**Data shown**:
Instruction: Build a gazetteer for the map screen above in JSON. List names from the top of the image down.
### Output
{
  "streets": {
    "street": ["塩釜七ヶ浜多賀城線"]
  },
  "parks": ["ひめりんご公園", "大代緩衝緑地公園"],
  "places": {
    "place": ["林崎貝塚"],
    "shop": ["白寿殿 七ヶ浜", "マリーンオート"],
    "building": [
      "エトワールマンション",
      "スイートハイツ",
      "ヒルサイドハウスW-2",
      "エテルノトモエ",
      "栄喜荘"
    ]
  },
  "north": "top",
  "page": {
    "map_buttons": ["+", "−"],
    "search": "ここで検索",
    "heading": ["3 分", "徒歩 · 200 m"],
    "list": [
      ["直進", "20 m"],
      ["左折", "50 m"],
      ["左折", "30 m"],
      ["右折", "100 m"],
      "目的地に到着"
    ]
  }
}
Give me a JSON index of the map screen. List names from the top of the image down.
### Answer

---

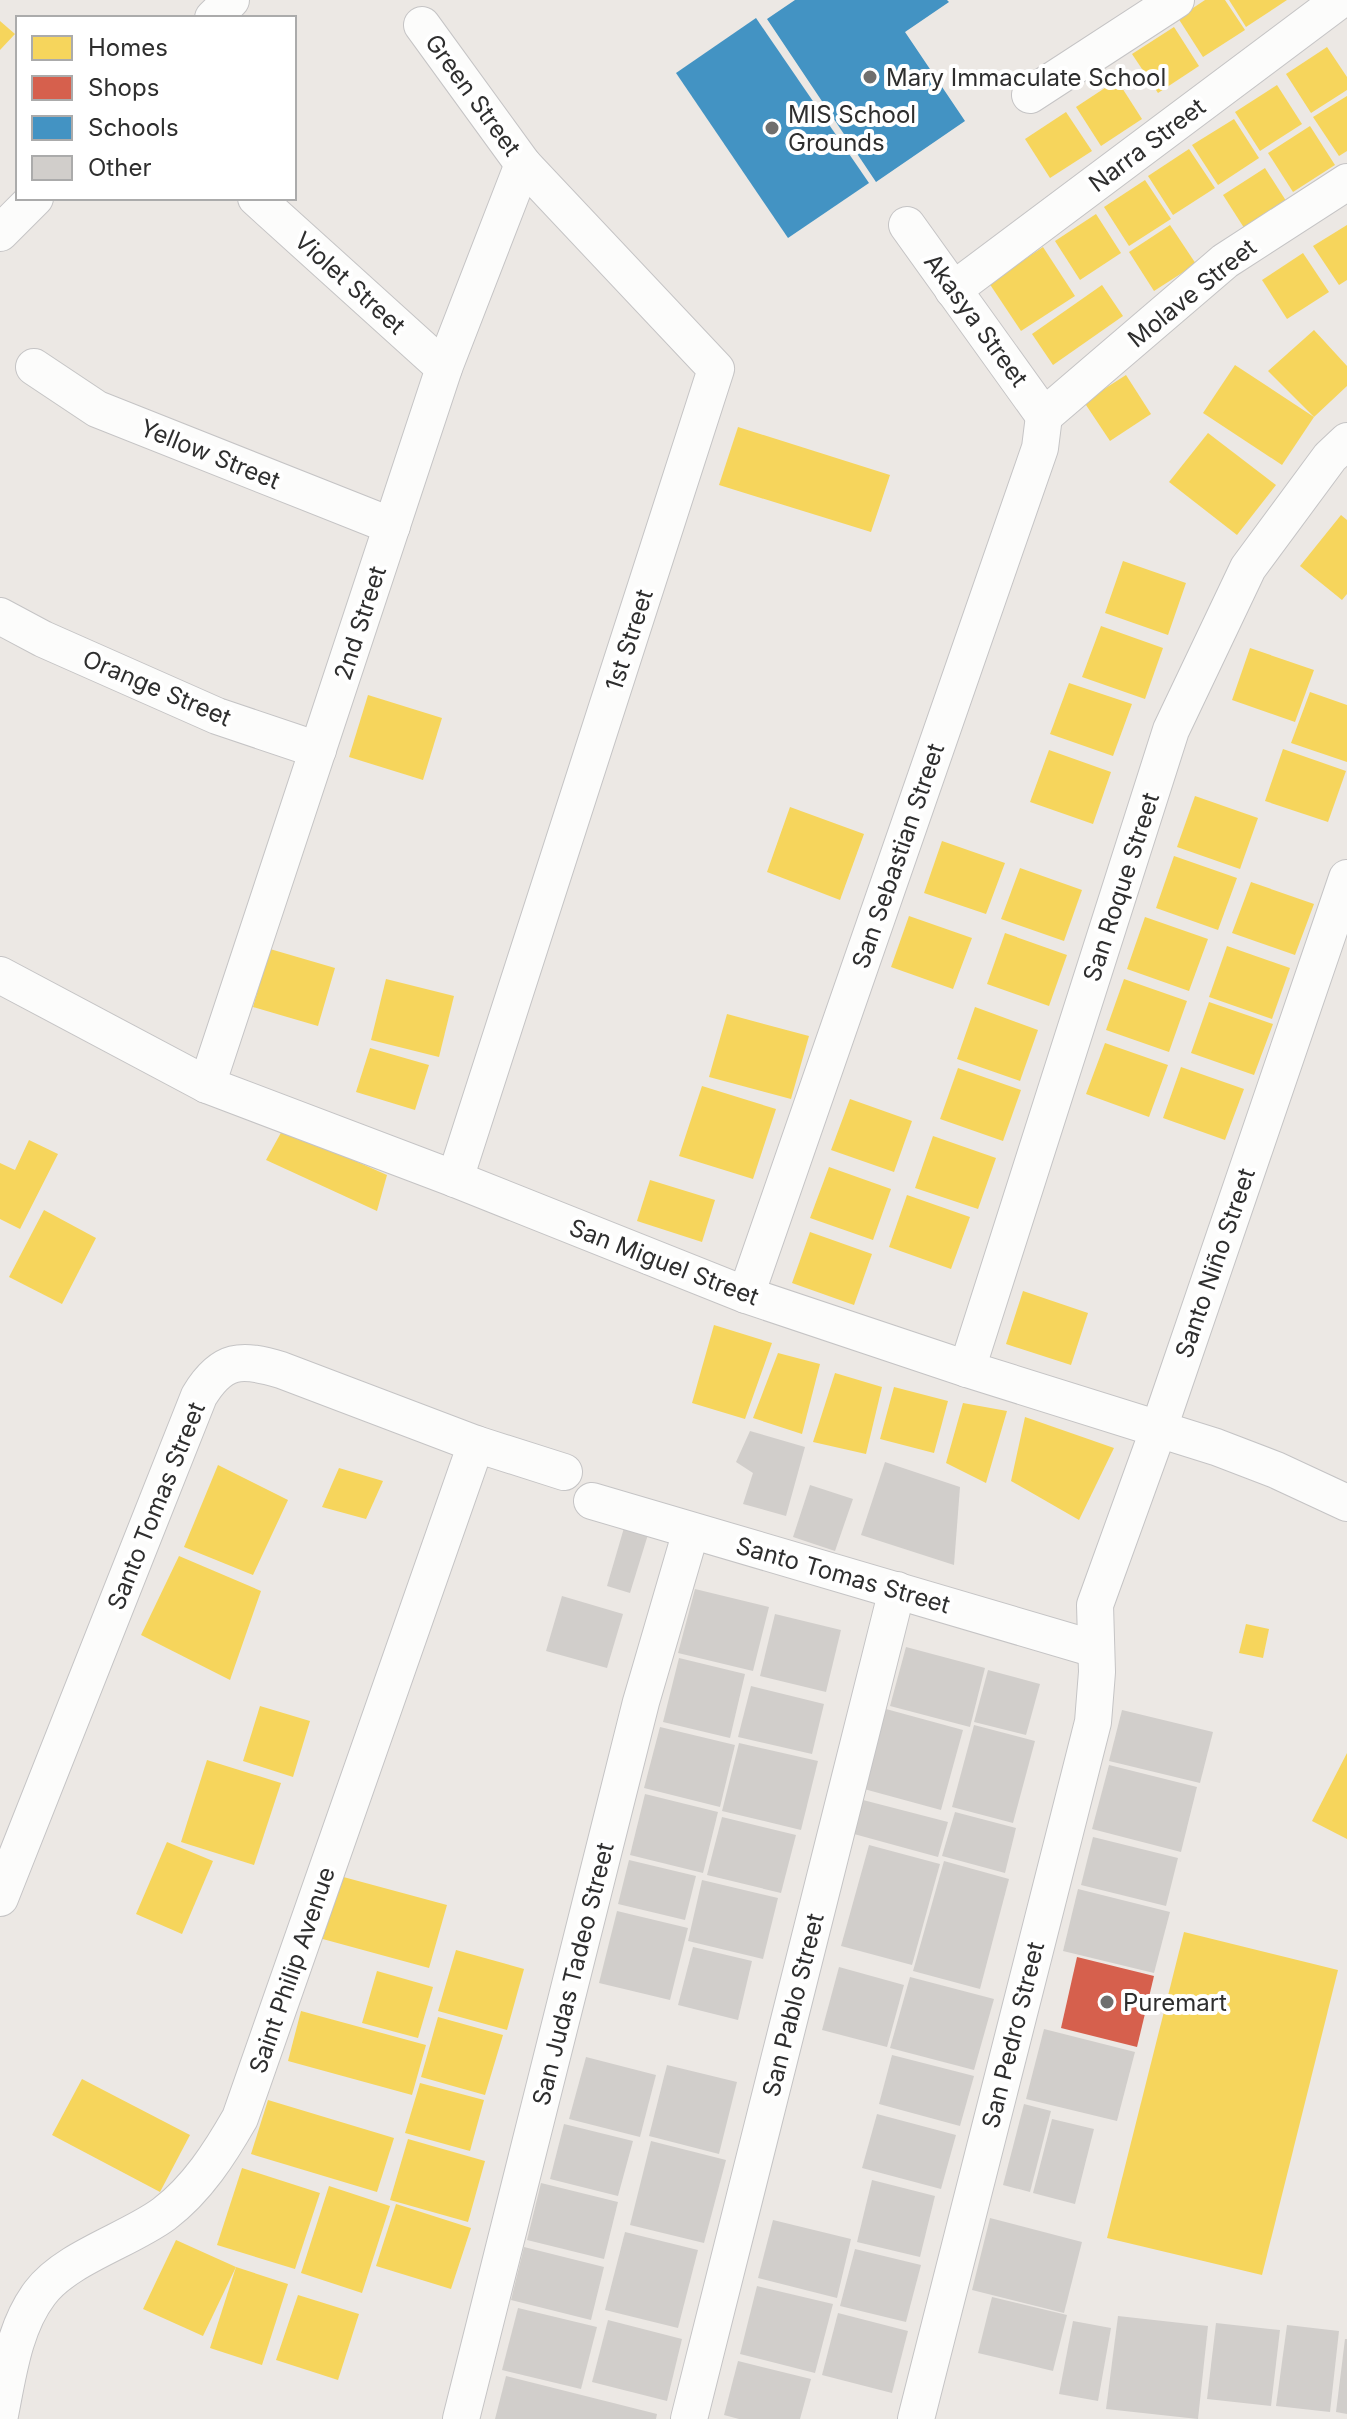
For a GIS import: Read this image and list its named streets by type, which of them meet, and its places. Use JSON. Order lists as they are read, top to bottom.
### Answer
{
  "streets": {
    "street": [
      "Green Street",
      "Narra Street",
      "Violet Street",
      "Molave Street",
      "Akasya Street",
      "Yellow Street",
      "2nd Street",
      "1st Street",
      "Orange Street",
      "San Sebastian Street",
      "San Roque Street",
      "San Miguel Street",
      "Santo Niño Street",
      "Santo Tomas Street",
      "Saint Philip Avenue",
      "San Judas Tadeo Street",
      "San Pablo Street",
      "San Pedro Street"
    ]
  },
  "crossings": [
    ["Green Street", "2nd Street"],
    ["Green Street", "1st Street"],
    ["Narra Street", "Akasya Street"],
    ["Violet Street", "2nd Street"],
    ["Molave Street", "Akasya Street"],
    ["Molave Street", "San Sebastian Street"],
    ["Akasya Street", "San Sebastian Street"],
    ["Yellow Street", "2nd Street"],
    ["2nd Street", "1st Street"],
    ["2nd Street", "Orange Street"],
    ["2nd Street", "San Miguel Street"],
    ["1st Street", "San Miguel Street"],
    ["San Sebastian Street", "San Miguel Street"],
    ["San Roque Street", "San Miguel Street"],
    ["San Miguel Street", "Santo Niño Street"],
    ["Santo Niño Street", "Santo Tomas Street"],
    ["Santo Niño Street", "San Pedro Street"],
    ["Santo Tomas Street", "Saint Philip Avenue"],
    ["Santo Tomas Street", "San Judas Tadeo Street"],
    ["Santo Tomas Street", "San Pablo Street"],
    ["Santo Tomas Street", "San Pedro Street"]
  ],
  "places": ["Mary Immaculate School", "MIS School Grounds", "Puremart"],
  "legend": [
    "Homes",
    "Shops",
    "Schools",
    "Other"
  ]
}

**Your task**: Report the lines above that contain "from".

**Reply to the exercise**:
Instruction: Build a gazetteer for the map screen above in JSON. List names from the top of the image down.
Give me a JSON index of the map screen. List names from the top of the image down.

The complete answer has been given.